Activity: Copy out every line in the entries below that includes "lineWidth".

(Saved entries)
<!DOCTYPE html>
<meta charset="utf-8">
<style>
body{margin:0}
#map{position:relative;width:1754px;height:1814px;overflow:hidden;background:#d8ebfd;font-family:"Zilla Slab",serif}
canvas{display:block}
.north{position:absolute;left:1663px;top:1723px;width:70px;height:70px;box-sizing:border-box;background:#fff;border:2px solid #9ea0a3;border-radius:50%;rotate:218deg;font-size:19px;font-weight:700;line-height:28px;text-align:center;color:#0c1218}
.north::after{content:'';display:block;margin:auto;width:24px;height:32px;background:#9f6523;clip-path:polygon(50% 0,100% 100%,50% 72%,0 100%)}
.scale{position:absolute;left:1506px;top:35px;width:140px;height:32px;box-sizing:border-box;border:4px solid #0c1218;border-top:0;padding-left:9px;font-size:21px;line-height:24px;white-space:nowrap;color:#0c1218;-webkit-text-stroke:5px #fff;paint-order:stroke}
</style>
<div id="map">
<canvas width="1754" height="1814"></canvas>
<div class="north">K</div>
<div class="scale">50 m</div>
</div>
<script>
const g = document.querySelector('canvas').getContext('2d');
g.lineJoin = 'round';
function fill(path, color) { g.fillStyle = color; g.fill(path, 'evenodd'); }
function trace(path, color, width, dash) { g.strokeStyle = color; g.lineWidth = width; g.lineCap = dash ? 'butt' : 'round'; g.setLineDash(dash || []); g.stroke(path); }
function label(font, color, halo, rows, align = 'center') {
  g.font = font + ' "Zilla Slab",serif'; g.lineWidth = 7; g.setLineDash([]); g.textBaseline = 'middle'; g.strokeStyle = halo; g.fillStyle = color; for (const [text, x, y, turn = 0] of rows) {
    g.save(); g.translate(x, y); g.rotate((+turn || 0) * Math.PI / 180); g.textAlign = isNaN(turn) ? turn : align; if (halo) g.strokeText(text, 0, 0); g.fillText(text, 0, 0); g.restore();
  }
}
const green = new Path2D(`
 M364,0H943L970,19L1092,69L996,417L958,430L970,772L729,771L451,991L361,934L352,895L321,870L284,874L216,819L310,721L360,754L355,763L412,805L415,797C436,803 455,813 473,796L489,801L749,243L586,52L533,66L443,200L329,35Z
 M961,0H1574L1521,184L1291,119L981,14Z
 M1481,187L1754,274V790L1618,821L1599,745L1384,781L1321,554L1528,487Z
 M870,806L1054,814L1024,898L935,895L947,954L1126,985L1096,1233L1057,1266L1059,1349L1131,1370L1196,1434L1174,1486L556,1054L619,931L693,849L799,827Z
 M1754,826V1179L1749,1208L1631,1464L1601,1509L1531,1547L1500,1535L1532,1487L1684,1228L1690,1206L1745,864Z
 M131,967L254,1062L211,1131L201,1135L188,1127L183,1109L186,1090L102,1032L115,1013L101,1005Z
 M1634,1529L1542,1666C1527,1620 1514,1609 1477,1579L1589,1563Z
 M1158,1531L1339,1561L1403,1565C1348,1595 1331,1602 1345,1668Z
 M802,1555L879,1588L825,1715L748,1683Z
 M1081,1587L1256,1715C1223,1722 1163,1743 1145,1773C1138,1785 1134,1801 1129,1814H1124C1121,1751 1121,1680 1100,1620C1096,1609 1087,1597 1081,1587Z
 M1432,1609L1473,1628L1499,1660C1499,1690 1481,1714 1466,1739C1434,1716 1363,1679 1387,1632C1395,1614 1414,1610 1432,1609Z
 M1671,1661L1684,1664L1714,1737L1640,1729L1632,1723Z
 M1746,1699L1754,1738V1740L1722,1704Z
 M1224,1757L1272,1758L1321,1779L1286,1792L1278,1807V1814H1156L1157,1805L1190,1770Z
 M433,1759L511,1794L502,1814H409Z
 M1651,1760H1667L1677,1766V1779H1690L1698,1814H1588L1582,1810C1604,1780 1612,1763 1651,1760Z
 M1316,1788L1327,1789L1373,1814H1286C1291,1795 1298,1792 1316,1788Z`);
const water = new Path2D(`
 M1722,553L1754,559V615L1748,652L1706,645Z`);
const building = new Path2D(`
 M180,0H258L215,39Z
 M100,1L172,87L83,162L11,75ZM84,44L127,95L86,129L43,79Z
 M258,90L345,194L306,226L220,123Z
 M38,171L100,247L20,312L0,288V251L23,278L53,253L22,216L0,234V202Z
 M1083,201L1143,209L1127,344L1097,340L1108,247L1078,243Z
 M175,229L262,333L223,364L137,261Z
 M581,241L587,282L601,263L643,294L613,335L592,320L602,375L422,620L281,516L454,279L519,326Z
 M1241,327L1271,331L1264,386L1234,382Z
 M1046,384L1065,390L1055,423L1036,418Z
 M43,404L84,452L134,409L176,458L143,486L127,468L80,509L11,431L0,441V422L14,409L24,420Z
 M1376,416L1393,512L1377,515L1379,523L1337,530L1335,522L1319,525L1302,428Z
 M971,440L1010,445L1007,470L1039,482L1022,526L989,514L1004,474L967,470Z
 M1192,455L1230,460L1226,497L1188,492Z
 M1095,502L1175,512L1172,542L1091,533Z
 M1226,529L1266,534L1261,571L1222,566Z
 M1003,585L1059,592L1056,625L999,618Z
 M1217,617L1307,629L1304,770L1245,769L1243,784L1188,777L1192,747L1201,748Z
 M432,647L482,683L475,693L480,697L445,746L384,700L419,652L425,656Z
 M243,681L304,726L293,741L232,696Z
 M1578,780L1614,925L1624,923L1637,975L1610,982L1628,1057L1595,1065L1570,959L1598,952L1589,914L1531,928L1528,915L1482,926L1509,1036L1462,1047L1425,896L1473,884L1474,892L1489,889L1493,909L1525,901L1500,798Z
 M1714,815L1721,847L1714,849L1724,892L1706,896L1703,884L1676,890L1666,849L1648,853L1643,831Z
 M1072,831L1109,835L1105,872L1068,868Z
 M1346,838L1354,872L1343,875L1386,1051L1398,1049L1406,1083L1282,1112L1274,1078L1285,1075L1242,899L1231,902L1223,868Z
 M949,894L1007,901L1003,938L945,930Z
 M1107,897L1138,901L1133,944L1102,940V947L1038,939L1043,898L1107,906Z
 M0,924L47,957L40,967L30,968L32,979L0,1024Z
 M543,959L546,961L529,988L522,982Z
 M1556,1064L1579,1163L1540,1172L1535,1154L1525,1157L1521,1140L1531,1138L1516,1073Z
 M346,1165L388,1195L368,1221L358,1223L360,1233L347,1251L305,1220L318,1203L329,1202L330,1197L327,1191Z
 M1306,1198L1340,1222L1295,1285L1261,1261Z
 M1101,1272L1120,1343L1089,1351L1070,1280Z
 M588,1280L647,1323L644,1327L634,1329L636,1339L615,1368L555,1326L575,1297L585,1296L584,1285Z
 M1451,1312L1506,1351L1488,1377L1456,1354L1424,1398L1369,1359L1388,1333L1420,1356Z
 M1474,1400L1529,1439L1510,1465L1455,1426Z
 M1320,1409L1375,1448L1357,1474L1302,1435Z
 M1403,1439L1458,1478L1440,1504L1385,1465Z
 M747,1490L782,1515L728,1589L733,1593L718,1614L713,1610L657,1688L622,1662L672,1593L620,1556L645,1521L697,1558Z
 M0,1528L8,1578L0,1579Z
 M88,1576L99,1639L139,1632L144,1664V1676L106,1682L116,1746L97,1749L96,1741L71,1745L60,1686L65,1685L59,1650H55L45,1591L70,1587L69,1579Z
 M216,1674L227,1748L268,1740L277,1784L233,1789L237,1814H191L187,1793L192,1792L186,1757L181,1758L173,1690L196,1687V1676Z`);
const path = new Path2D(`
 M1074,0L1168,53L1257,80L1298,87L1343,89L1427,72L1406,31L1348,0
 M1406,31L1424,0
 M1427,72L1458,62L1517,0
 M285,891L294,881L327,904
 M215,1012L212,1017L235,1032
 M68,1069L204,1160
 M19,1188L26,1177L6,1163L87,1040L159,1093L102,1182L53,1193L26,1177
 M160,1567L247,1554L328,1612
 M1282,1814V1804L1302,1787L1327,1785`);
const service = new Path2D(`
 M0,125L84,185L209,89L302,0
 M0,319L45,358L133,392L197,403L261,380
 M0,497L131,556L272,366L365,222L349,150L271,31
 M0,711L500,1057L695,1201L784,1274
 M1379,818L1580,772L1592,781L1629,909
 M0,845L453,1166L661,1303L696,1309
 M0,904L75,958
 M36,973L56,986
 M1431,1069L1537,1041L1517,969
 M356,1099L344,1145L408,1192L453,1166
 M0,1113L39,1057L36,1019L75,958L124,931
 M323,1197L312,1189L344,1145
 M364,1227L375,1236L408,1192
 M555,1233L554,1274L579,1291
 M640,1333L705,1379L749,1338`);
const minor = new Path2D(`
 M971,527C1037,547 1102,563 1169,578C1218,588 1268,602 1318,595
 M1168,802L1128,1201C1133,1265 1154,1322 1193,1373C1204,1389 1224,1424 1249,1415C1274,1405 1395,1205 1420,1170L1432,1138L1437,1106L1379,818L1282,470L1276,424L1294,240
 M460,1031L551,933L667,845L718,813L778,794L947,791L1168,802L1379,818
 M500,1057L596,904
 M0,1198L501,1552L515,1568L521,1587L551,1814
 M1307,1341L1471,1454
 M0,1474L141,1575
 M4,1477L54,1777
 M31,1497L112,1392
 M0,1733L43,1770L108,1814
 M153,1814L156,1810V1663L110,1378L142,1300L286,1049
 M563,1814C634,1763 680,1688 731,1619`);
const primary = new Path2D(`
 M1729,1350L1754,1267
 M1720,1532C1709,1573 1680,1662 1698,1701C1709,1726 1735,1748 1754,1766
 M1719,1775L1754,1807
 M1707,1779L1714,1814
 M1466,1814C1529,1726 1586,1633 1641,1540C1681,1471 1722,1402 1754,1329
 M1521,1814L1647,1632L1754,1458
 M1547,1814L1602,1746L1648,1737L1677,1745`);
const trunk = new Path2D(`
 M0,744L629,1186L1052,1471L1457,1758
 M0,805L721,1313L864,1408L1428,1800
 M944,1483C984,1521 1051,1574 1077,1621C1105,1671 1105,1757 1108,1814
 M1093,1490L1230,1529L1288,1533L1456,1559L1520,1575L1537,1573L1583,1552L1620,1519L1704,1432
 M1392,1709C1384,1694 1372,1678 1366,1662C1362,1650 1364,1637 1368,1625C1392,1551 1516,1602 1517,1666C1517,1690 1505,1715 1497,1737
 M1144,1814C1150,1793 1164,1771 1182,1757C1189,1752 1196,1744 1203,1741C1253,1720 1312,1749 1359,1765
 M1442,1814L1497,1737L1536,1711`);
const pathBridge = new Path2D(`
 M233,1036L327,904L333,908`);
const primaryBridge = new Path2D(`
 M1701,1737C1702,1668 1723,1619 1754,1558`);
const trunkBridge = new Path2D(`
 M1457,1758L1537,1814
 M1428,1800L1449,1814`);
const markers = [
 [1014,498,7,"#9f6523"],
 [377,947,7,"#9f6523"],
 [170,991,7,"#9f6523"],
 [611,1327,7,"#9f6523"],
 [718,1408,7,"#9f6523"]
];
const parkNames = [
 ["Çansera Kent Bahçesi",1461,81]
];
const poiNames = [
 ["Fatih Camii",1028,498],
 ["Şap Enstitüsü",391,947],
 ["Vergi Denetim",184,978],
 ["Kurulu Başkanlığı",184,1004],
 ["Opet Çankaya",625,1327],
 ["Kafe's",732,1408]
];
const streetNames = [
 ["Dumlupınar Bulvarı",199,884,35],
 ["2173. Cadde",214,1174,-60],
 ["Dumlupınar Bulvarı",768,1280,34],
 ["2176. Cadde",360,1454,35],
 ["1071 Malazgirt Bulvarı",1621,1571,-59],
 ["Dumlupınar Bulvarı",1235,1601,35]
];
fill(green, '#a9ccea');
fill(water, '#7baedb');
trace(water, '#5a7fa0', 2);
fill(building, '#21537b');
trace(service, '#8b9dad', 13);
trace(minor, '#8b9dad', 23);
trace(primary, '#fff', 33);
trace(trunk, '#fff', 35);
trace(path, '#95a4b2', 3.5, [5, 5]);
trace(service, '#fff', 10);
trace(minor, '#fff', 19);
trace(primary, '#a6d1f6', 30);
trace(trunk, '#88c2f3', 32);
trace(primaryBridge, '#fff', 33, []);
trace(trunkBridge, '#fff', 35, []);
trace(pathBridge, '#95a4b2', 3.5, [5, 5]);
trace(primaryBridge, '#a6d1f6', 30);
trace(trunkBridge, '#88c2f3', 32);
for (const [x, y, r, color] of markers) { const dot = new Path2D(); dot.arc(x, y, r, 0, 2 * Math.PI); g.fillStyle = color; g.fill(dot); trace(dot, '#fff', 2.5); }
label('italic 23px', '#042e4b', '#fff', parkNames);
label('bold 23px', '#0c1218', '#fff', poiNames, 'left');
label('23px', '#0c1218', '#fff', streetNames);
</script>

Written response:
function trace(path, color, width, dash) { g.strokeStyle = color; g.lineWidth = width; g.lineCap = dash ? 'butt' : 'round'; g.setLineDash(dash || []); g.stroke(path); }
  g.font = font + ' "Zilla Slab",serif'; g.lineWidth = 7; g.setLineDash([]); g.textBaseline = 'middle'; g.strokeStyle = halo; g.fillStyle = color; for (const [text, x, y, turn = 0] of rows) {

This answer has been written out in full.